Descriptive statistics were calculated for LBP case characteristics and related state WC policy variables. Because of the hierarchical structure of the data (LBP cases [level-1] nested within jurisdiction states [level-2]), multivariable multilevel regression was conducted using the PROC MIXED procedure in SAS 9.2 (SAS Institute, Cary, NC). This analysis was performed in three modeling steps for each outcome. Each model has two variance components, one representing between-group variance (differences between state means and the grand mean of the outcome variable) and the other representing within-group variance (differences between individual scores within states and the grand mean of the outcome variable). First, an “empty model” with no predictors (model 1) was conducted and the two variance components were used to estimate the Intra-class Correlation coefficient (ICC) that quantifies the percentage of total variance in medical costs/LOD explained by observed and unobserved state-level factors (ICC = between-state variance/[between-state variance + within-state variance]).
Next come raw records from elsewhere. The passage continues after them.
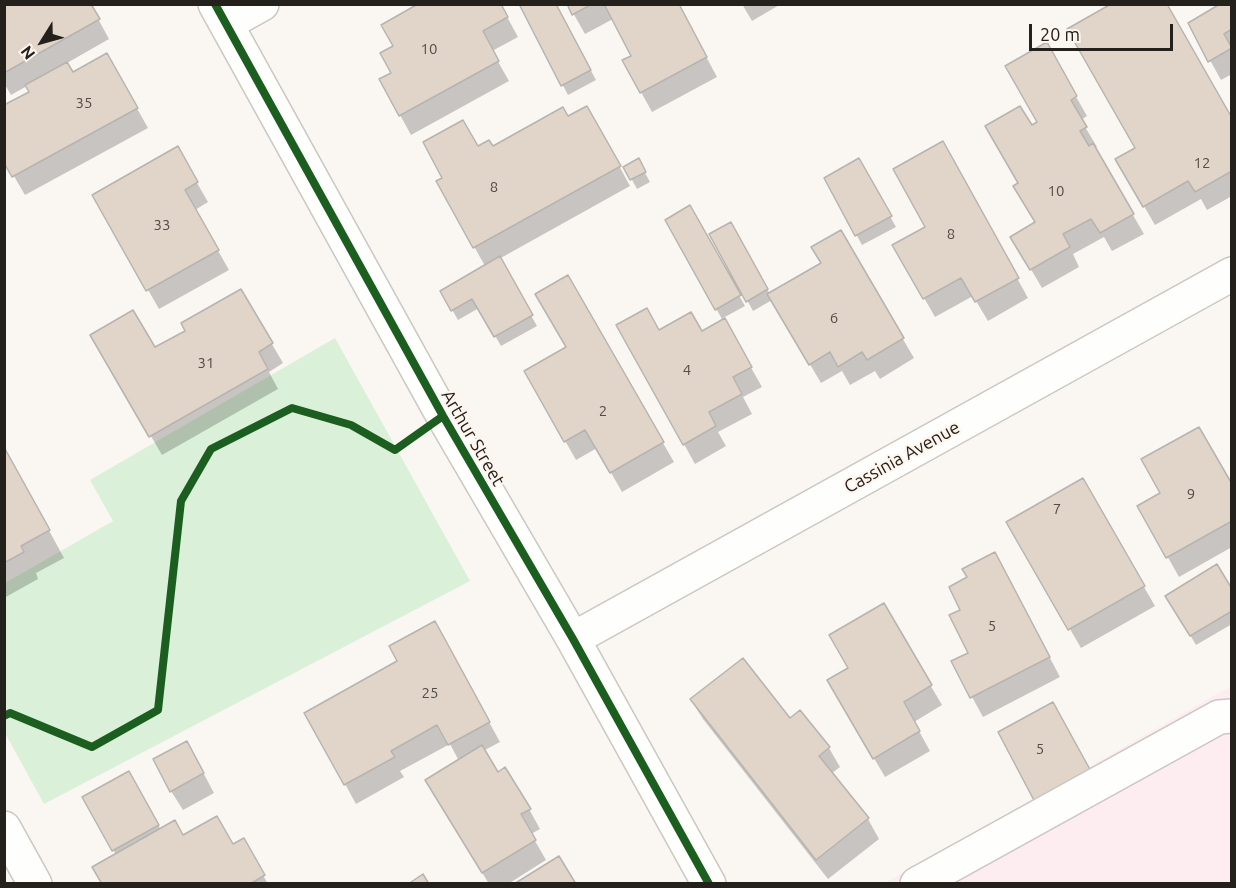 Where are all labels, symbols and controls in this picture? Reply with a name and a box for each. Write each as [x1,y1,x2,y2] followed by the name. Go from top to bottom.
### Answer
[12,12,72,72] north arrow
[1032,12,1176,50] scale bar
[1040,24,1080,44] text: 20 m
[421,40,437,58] house number: 10
[17,43,38,63] text: N
[76,94,92,112] house number: 35
[1194,154,1210,172] house number: 12
[490,178,498,196] house number: 8
[1048,182,1064,200] house number: 10
[154,216,170,234] house number: 33
[947,225,955,243] house number: 8
[830,309,838,327] house number: 6
[198,354,214,372] house number: 31
[683,361,691,379] house number: 4
[437,386,509,490] street label: Arthur Street
[599,402,607,420] house number: 2
[840,416,964,498] street label: Cassinia Avenue
[1187,485,1195,503] house number: 9
[1053,500,1061,518] house number: 7
[988,617,996,635] house number: 5
[422,684,438,702] house number: 25
[1036,740,1044,758] house number: 5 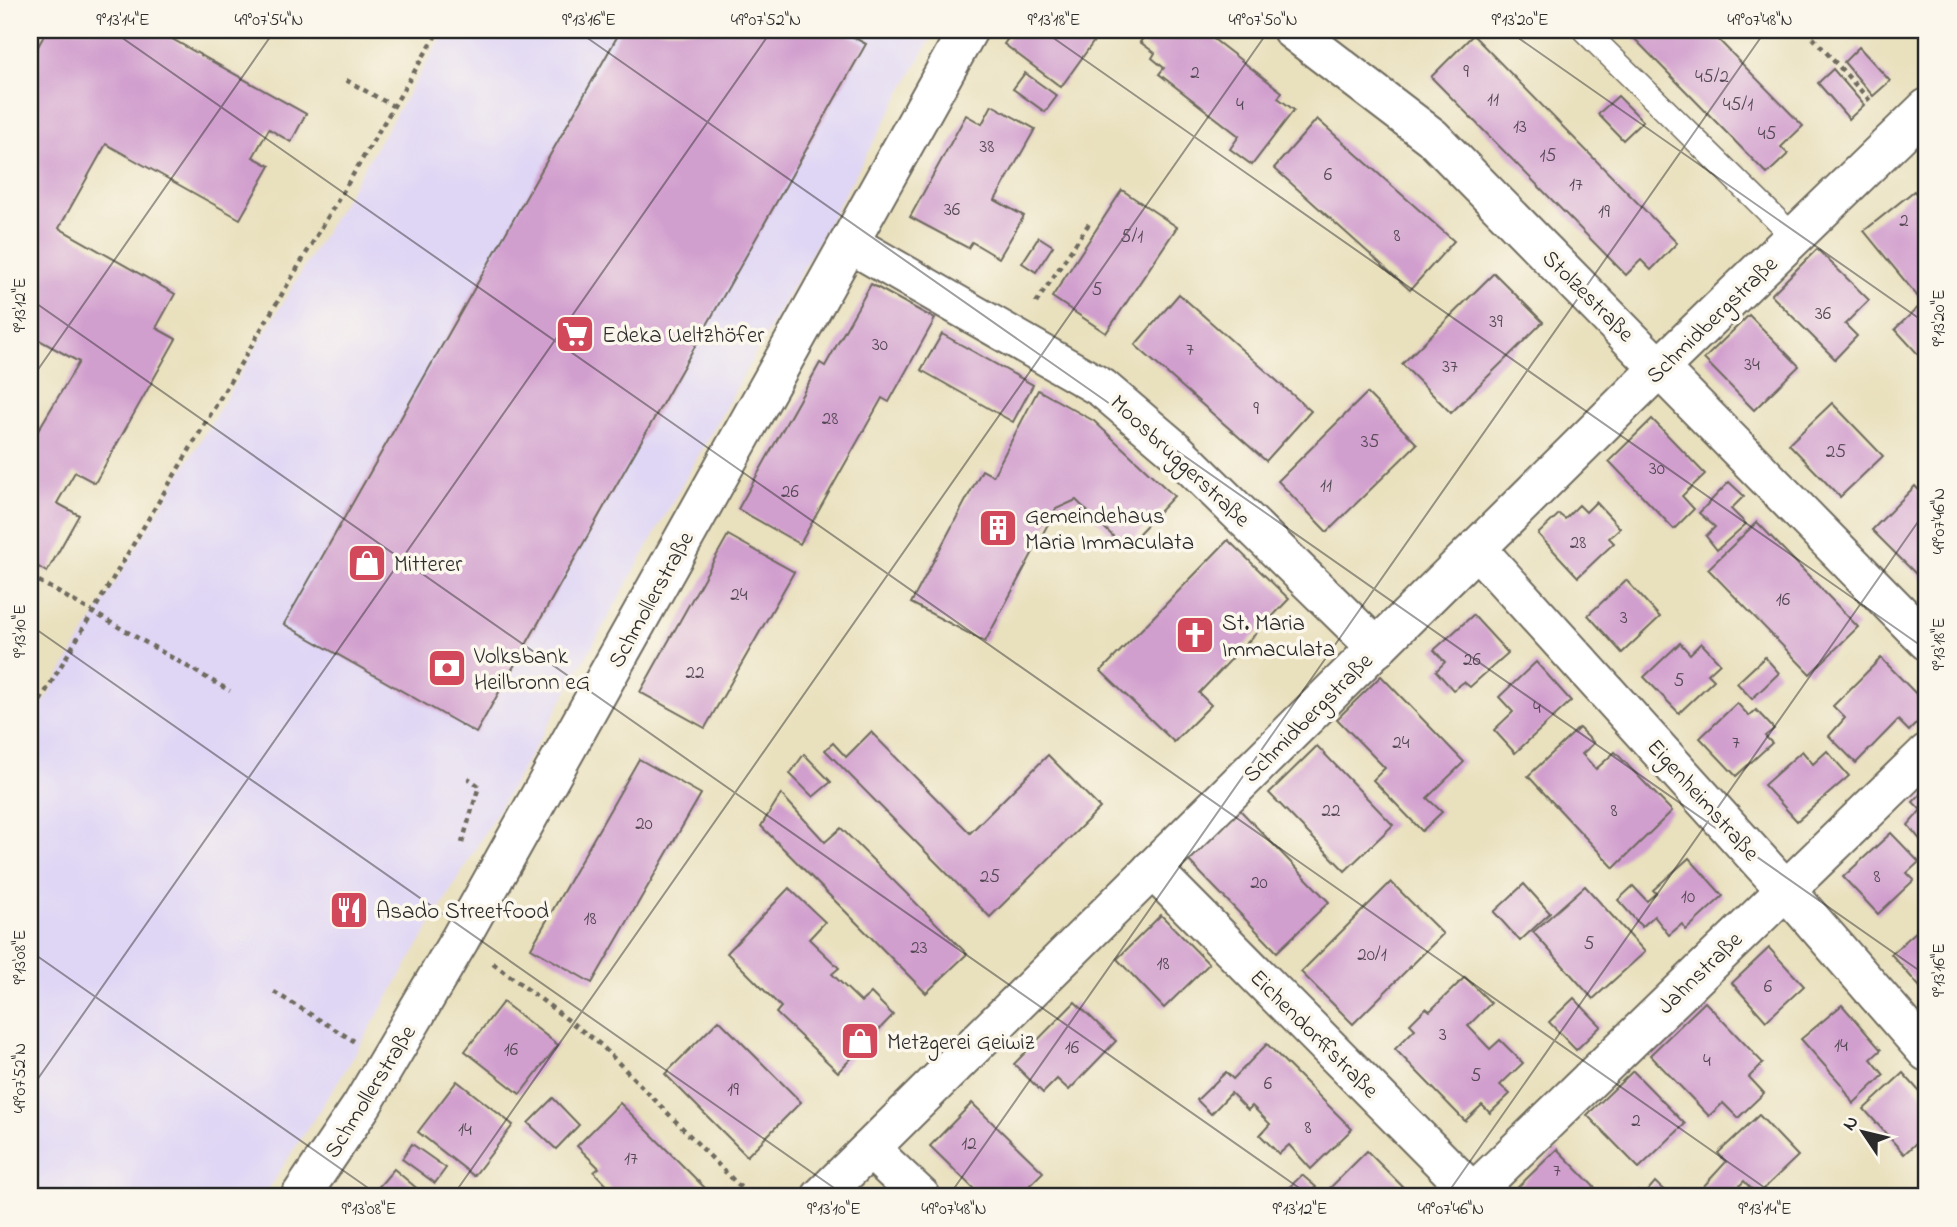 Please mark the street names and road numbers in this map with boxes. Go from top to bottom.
street label: Stolzestraße [1534,243,1641,351]
street label: Schmidbergstraße [1639,249,1787,393]
street label: Moosbruggerstraße [1101,388,1257,537]
street label: Schmollerstraße [601,525,704,674]
street label: Schmidbergstraße [1236,646,1382,792]
street label: Eigenheimstraße [1637,732,1767,870]
street label: Jahnstraße [1651,924,1751,1023]
street label: Eichendorffstraße [1241,963,1386,1107]
street label: Schmollerstraße [317,1019,426,1165] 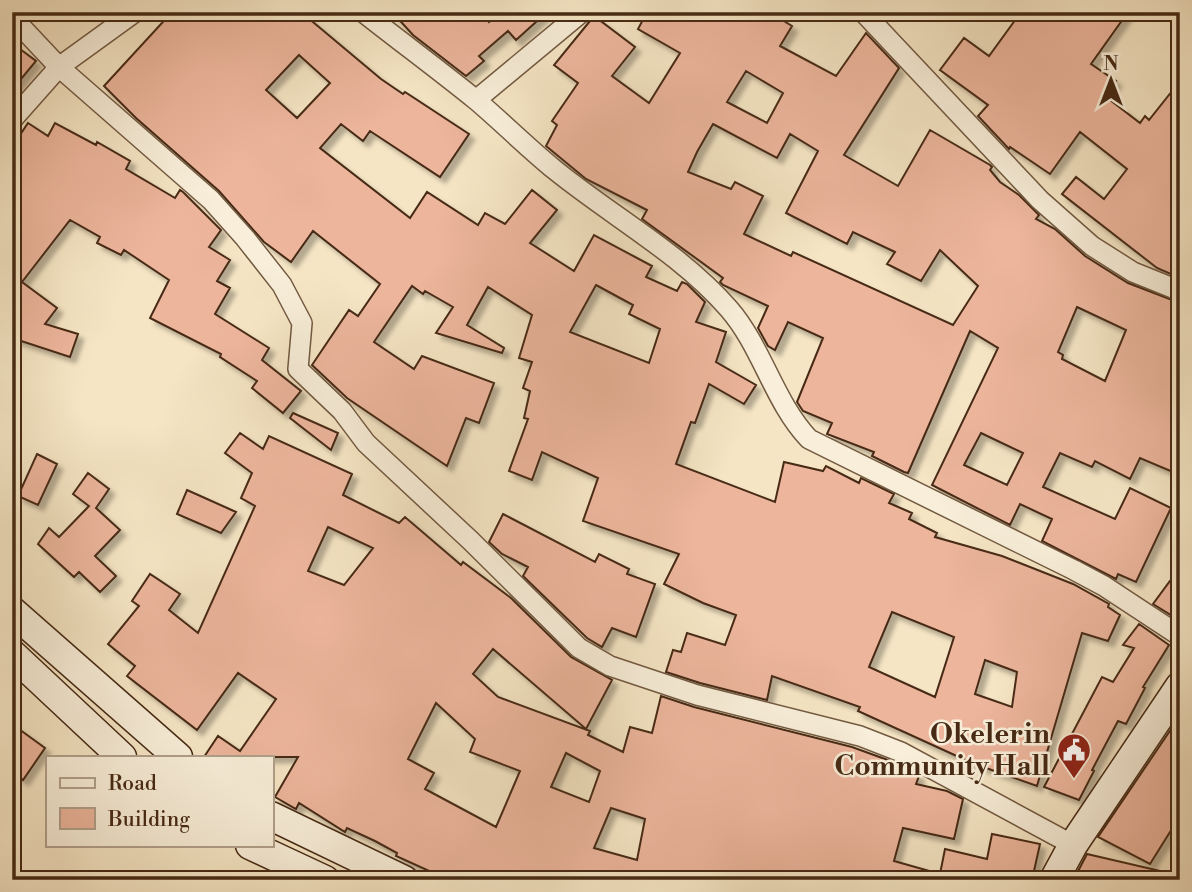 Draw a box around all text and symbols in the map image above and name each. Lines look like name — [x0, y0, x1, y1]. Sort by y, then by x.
north arrow — [1076, 46, 1146, 116]
text: N — [1103, 52, 1119, 76]
place label: Okelerin Community Hall — [834, 717, 1050, 784]
public building icon: Okelerin Community Hall — [1055, 731, 1093, 780]
legend — [46, 756, 273, 846]
text: Road — [108, 771, 157, 797]
text: Building — [107, 807, 190, 833] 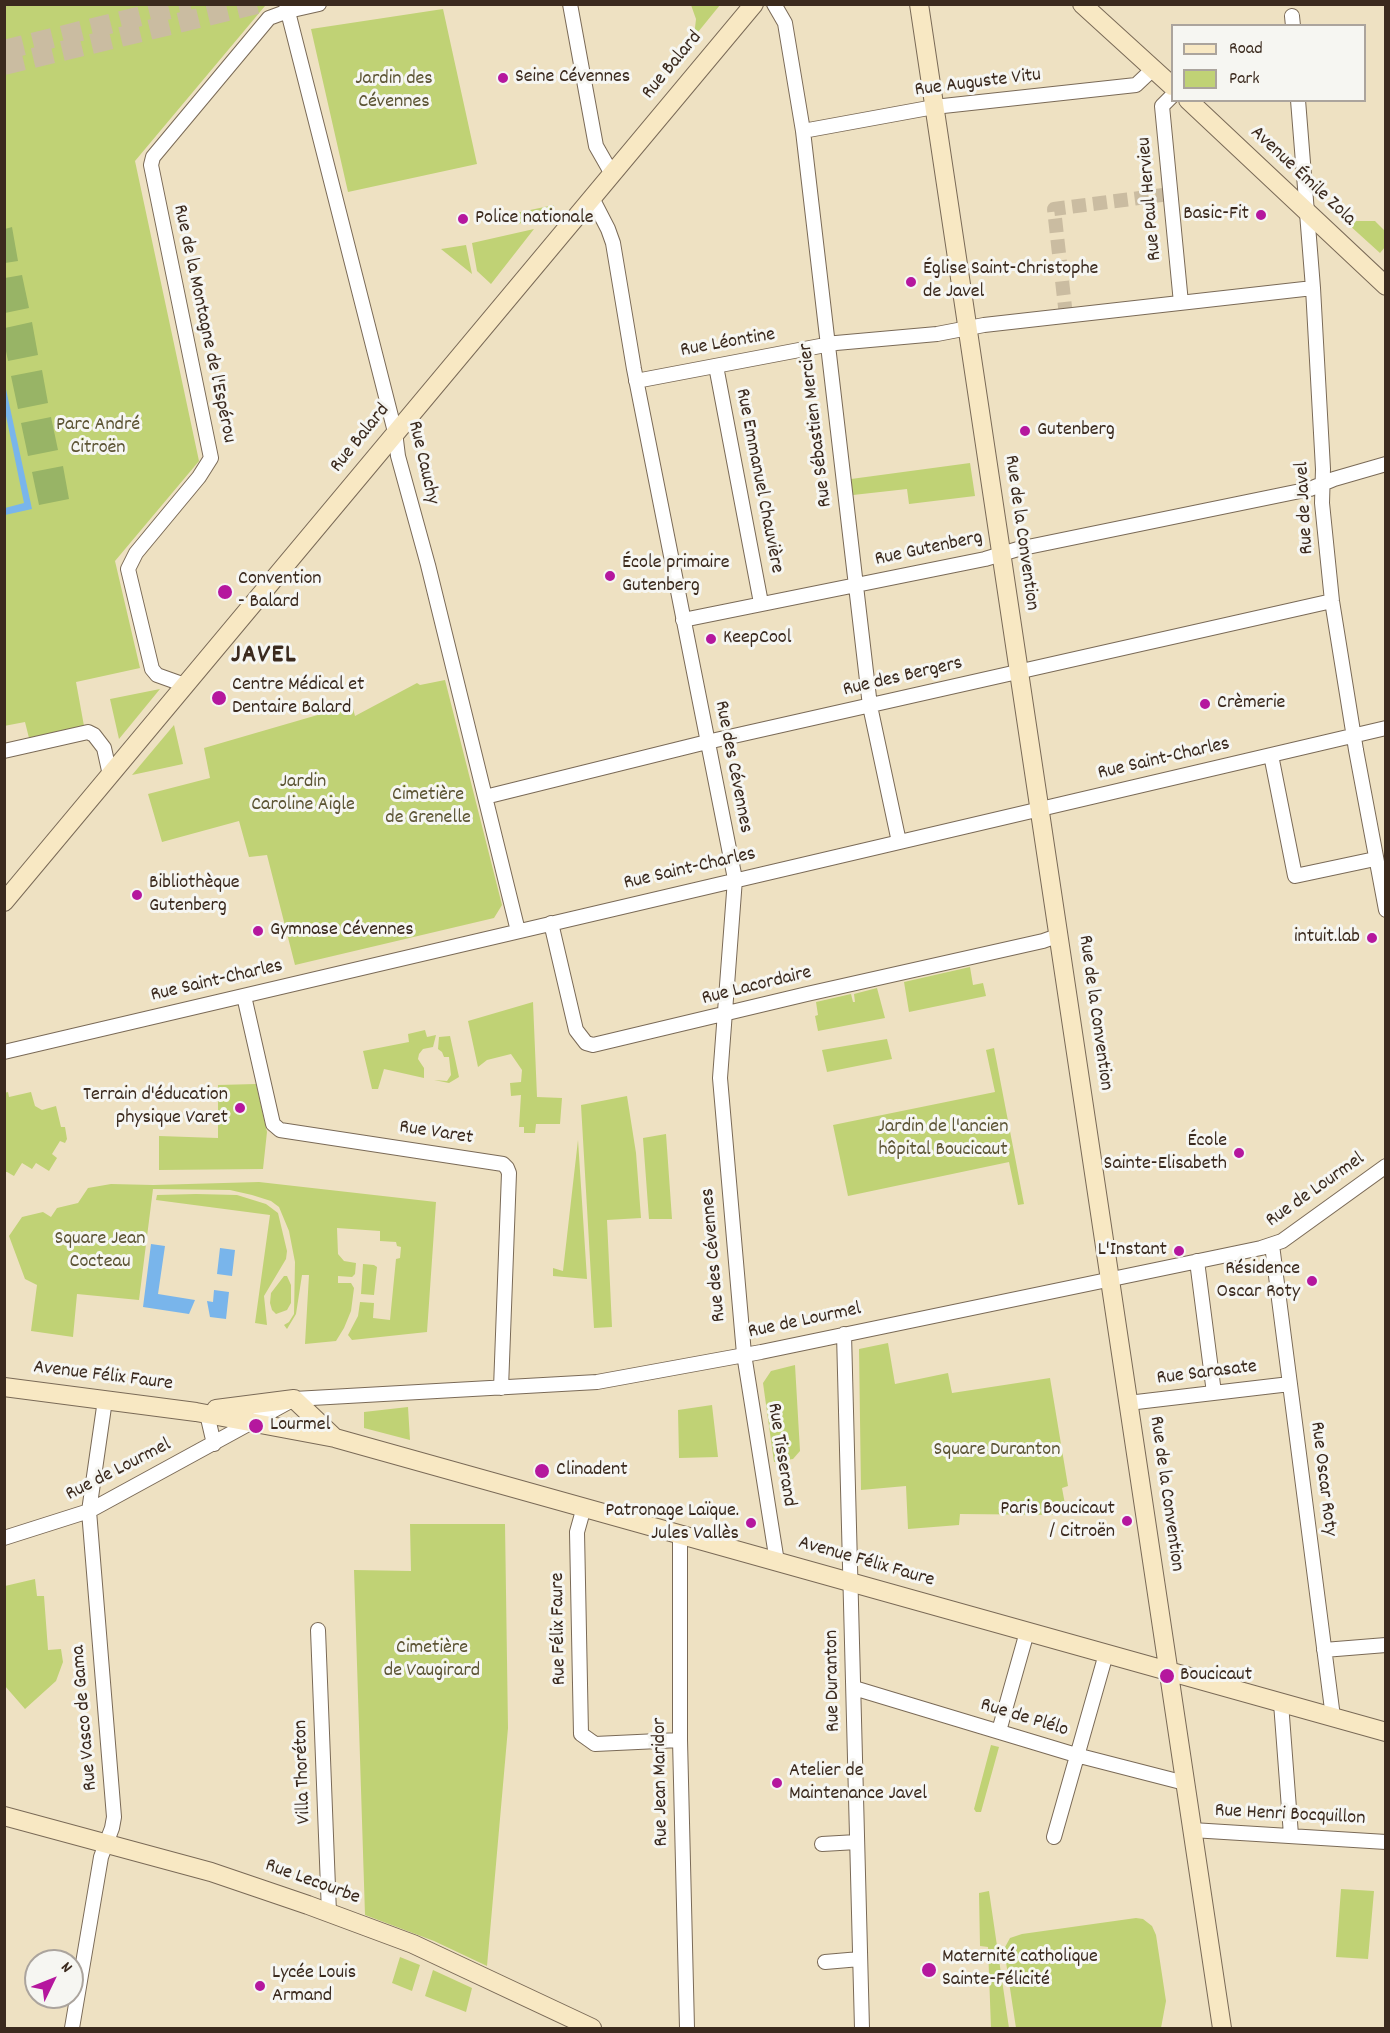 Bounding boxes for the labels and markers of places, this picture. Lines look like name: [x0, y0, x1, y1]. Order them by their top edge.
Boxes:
place label: Seine Cévennes: [515, 66, 630, 90]
marker: Seine Cévennes: [496, 71, 510, 85]
place label: Basic-Fit: [1183, 203, 1249, 227]
place label: Police nationale: [475, 207, 594, 231]
marker: Basic-Fit: [1254, 208, 1268, 222]
marker: Police nationale: [456, 212, 470, 226]
place label: Église Saint-Christophe de Javel: [923, 258, 1098, 305]
marker: Église Saint-Christophe de Javel: [904, 275, 918, 289]
place label: Gutenberg: [1037, 419, 1115, 443]
marker: Gutenberg: [1018, 424, 1032, 438]
place label: École primaire Gutenberg: [622, 552, 729, 599]
place label: Convention - Balard: [238, 568, 322, 615]
marker: École primaire Gutenberg: [603, 569, 617, 583]
marker: Convention - Balard: [216, 583, 234, 601]
place label: KeepCool: [723, 627, 791, 651]
marker: KeepCool: [704, 632, 718, 646]
place label: Centre Médical et Dentaire Balard: [232, 674, 364, 721]
marker: Centre Médical et Dentaire Balard: [210, 689, 228, 707]
place label: Crèmerie: [1217, 692, 1285, 716]
marker: Crèmerie: [1198, 697, 1212, 711]
place label: Bibliothèque Gutenberg: [149, 872, 240, 919]
marker: Bibliothèque Gutenberg: [130, 888, 144, 902]
place label: Gymnase Cévennes: [270, 919, 414, 943]
marker: Gymnase Cévennes: [251, 924, 265, 938]
place label: intuit.lab: [1294, 926, 1360, 950]
marker: intuit.lab: [1365, 931, 1379, 945]
place label: Terrain d'éducation physique Varet: [83, 1084, 228, 1131]
marker: Terrain d'éducation physique Varet: [233, 1101, 247, 1115]
place label: École Sainte-Elisabeth: [1104, 1130, 1227, 1177]
marker: École Sainte-Elisabeth: [1232, 1146, 1246, 1160]
place label: L'Instant: [1098, 1239, 1167, 1263]
marker: L'Instant: [1172, 1244, 1186, 1258]
place label: Résidence Oscar Roty: [1217, 1258, 1300, 1305]
marker: Résidence Oscar Roty: [1305, 1274, 1319, 1288]
place label: Lourmel: [270, 1414, 330, 1438]
marker: Lourmel: [247, 1417, 265, 1435]
place label: Clinadent: [556, 1459, 628, 1483]
marker: Clinadent: [533, 1462, 551, 1480]
place label: Paris Boucicaut / Citroën: [1000, 1498, 1115, 1545]
place label: Patronage Laïque. Jules Vallès: [605, 1500, 739, 1547]
marker: Paris Boucicaut / Citroën: [1120, 1514, 1134, 1528]
marker: Patronage Laïque. Jules Vallès: [744, 1516, 758, 1530]
place label: Boucicaut: [1180, 1664, 1252, 1688]
marker: Boucicaut: [1158, 1667, 1176, 1685]
place label: Atelier de Maintenance Javel: [789, 1760, 927, 1807]
marker: Atelier de Maintenance Javel: [770, 1776, 784, 1790]
place label: Maternité catholique Sainte-Félicité: [942, 1946, 1098, 1993]
marker: Maternité catholique Sainte-Félicité: [920, 1961, 938, 1979]
place label: Lycée Louis Armand: [272, 1962, 356, 2009]
marker: Lycée Louis Armand: [253, 1979, 267, 1993]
In model 2, state-level WC policy variables were added and each outcome variable was modeled as a linear function of state-level WC policy variables, each weighted by a regression coefficient that quantifies variation in the outcome variable as a function of variation in the independent variable. To determine the proportional reduction in variance after including state-level WC policy variables, (1−[between-state variance in model 2/between-state variance model 1]) was computed.25 The resulting percentage is interpreted as the amount variance in the outcome variable attributed to WC policy variables. Model 3 included state-level WC policy variables and individual-level variables (as fixed effects only). Similarly, the proportional reduction in variance in model 3 was then computed to determine the amount of variance explained by state WC policy variables while controlling for interstate differences in individual-level variables. All continuous individual-level and state-level variables were centered at the grand mean by subtracting the sample grand mean for each continuous variable.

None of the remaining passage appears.